### What the task requires
Copy each line below exactly.

[Collected data]
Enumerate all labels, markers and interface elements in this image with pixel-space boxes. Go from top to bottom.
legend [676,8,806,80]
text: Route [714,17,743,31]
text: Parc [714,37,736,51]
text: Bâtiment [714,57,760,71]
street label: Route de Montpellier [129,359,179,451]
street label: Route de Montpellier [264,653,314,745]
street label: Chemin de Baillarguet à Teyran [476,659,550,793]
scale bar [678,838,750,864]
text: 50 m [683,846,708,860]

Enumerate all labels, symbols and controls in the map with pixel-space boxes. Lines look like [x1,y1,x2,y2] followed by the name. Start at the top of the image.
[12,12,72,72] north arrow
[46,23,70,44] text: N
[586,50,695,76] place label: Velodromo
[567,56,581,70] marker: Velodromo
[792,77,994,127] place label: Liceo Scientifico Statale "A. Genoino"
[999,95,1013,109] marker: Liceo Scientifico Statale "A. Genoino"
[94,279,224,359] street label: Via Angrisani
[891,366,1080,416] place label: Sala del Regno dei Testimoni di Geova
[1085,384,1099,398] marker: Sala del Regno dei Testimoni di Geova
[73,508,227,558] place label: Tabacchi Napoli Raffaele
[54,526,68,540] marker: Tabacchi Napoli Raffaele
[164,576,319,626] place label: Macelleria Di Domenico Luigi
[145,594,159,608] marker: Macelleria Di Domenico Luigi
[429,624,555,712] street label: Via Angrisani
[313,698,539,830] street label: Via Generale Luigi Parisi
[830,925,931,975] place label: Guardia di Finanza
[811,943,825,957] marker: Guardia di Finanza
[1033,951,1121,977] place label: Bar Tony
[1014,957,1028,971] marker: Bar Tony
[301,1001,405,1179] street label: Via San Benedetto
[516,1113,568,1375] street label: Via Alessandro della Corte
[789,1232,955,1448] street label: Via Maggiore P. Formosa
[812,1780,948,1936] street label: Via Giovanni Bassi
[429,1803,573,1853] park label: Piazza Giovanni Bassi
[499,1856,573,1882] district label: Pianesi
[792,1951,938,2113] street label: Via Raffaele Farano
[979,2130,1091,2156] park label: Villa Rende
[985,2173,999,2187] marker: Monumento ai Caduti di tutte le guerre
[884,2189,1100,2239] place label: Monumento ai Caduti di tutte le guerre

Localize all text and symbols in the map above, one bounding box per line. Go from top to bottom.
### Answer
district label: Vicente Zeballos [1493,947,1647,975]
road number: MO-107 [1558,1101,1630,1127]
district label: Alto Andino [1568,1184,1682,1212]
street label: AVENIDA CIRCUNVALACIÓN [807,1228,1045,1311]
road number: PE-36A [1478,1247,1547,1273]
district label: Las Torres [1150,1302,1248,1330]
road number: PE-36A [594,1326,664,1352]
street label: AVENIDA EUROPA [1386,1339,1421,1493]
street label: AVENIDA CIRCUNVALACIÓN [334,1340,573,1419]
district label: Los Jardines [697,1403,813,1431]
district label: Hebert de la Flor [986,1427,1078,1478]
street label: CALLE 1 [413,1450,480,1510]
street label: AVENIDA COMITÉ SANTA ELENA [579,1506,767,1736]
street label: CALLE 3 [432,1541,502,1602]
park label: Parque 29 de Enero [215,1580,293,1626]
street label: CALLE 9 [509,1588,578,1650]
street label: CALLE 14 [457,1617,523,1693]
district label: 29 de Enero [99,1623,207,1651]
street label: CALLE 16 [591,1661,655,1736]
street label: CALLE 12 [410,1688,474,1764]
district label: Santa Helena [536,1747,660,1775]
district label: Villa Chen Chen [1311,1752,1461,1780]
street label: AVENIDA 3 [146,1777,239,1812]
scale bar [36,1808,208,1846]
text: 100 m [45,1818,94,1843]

### Response box
Enumerate all labels, markers and interface elements in this image with pixel-space boxes. Go from top to bottom.
legend [676,8,806,80]
text: Route [714,17,743,31]
text: Parc [714,37,736,51]
text: Bâtiment [714,57,760,71]
street label: Route de Montpellier [129,359,179,451]
street label: Route de Montpellier [264,653,314,745]
street label: Chemin de Baillarguet à Teyran [476,659,550,793]
scale bar [678,838,750,864]
text: 50 m [683,846,708,860]

Enumerate all labels, symbols and controls in the map with pixel-space boxes. Lines look like [x1,y1,x2,y2] followed by the name. Start at the top of the image.
[12,12,72,72] north arrow
[46,23,70,44] text: N
[586,50,695,76] place label: Velodromo
[567,56,581,70] marker: Velodromo
[792,77,994,127] place label: Liceo Scientifico Statale "A. Genoino"
[999,95,1013,109] marker: Liceo Scientifico Statale "A. Genoino"
[94,279,224,359] street label: Via Angrisani
[891,366,1080,416] place label: Sala del Regno dei Testimoni di Geova
[1085,384,1099,398] marker: Sala del Regno dei Testimoni di Geova
[73,508,227,558] place label: Tabacchi Napoli Raffaele
[54,526,68,540] marker: Tabacchi Napoli Raffaele
[164,576,319,626] place label: Macelleria Di Domenico Luigi
[145,594,159,608] marker: Macelleria Di Domenico Luigi
[429,624,555,712] street label: Via Angrisani
[313,698,539,830] street label: Via Generale Luigi Parisi
[830,925,931,975] place label: Guardia di Finanza
[811,943,825,957] marker: Guardia di Finanza
[1033,951,1121,977] place label: Bar Tony
[1014,957,1028,971] marker: Bar Tony
[301,1001,405,1179] street label: Via San Benedetto
[516,1113,568,1375] street label: Via Alessandro della Corte
[789,1232,955,1448] street label: Via Maggiore P. Formosa
[812,1780,948,1936] street label: Via Giovanni Bassi
[429,1803,573,1853] park label: Piazza Giovanni Bassi
[499,1856,573,1882] district label: Pianesi
[792,1951,938,2113] street label: Via Raffaele Farano
[979,2130,1091,2156] park label: Villa Rende
[985,2173,999,2187] marker: Monumento ai Caduti di tutte le guerre
[884,2189,1100,2239] place label: Monumento ai Caduti di tutte le guerre

Localize all text and symbols in the map above, one bounding box per line. Go from top to bottom.
### Answer
district label: Vicente Zeballos [1493,947,1647,975]
road number: MO-107 [1558,1101,1630,1127]
district label: Alto Andino [1568,1184,1682,1212]
street label: AVENIDA CIRCUNVALACIÓN [807,1228,1045,1311]
road number: PE-36A [1478,1247,1547,1273]
district label: Las Torres [1150,1302,1248,1330]
road number: PE-36A [594,1326,664,1352]
street label: AVENIDA EUROPA [1386,1339,1421,1493]
street label: AVENIDA CIRCUNVALACIÓN [334,1340,573,1419]
district label: Los Jardines [697,1403,813,1431]
district label: Hebert de la Flor [986,1427,1078,1478]
street label: CALLE 1 [413,1450,480,1510]
street label: AVENIDA COMITÉ SANTA ELENA [579,1506,767,1736]
street label: CALLE 3 [432,1541,502,1602]
park label: Parque 29 de Enero [215,1580,293,1626]
street label: CALLE 9 [509,1588,578,1650]
street label: CALLE 14 [457,1617,523,1693]
district label: 29 de Enero [99,1623,207,1651]
street label: CALLE 16 [591,1661,655,1736]
street label: CALLE 12 [410,1688,474,1764]
district label: Santa Helena [536,1747,660,1775]
district label: Villa Chen Chen [1311,1752,1461,1780]
street label: AVENIDA 3 [146,1777,239,1812]
scale bar [36,1808,208,1846]
text: 100 m [45,1818,94,1843]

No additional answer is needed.